Sex and Scandal at the Court of Charles II
By Linda Porter
According to the great diarist, John Evelyn, Charles II was ‘addicted to women’, and throughout his long reign a great many succumbed to his charms. Clever, urbane and handsome, Charles presided over a hedonistic court, in which licence and licentiousness prevailed.
Mistresses is the story of the women who shared Charles’s bed, each of whom wielded influence on both king and country in their very different ways. Lucy Walter, Barbara Villiers, Frances Teresa Stuart, ‘pretty, witty’ Nell Gwyn and her fellow-actress Moll Davis, who bore the last of the king’s fourteen illegitimate children, between them dominated court gossip during the Restoration period. Here, too, is the French aristocrat, Louise de Kéroualle and the flamboyant Hortense Mancini, as well as Charles’s humiliated, childless queen, the Portuguese princess, Catherine of Braganza, who managed to forge an independent identity for herself.

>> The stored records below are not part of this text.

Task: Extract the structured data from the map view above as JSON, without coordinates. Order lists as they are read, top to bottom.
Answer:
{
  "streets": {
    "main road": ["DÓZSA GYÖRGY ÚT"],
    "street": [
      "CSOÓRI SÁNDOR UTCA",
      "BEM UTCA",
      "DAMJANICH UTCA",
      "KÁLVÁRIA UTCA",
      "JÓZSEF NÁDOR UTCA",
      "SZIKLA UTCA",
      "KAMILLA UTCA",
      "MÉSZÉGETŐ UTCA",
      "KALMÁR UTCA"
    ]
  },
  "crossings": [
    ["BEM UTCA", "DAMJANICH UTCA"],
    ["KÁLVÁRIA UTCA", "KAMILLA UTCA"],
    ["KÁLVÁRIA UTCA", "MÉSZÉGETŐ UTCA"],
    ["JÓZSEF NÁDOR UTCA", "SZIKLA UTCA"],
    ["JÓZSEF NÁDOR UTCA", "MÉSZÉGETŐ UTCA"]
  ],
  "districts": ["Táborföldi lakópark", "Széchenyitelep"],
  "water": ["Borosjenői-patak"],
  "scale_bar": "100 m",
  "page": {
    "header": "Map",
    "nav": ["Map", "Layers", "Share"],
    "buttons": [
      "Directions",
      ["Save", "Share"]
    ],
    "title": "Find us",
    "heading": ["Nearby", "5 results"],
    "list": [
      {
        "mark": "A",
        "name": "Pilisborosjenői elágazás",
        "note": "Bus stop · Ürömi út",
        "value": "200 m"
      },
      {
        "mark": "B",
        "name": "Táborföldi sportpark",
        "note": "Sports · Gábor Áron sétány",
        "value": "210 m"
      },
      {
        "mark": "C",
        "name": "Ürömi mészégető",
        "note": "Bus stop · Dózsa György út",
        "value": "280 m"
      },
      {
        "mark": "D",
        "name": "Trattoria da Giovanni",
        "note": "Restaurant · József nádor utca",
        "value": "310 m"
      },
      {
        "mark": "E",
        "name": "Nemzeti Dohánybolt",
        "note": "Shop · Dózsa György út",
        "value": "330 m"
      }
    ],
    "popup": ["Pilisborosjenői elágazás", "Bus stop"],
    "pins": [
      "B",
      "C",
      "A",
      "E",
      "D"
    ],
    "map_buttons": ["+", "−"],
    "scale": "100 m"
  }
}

Drawing on a wide variety of original sources, including material in private archives, Linda Porter paints a vivid picture of these women and of Restoration England, an era that was both glamorous and sordid.
Praise for Mistresses
“In telling the story of Charles's mistresses, Porter skillfully interweaves the politics with the passion . . . an enlightening read.”
Tracy Borman, The Sunday Times
“The lives of these seven women make a terrific story and Porter tells it well.”
Andrew Taylor, The Times
“Takes a fresh look at Charles' reign through the many women who shared his bed . . . an interesting approach: after all, we all know that rulers act out of personal satisfaction as much as political sense.”
“A stunning romp through the sexual court politics of the Restoration! Linda Porter's pacy book offers a balanced and revealing account of the mistresses of Charles II, and of his long-suffering wife. It's a vivid historical page-turner with the enigmatic figure of the King at its core, in turns funny, tragic and eye-popping, and a seamless blend of state affairs and scandal. Linda Porter's grasp of the period is masterful.”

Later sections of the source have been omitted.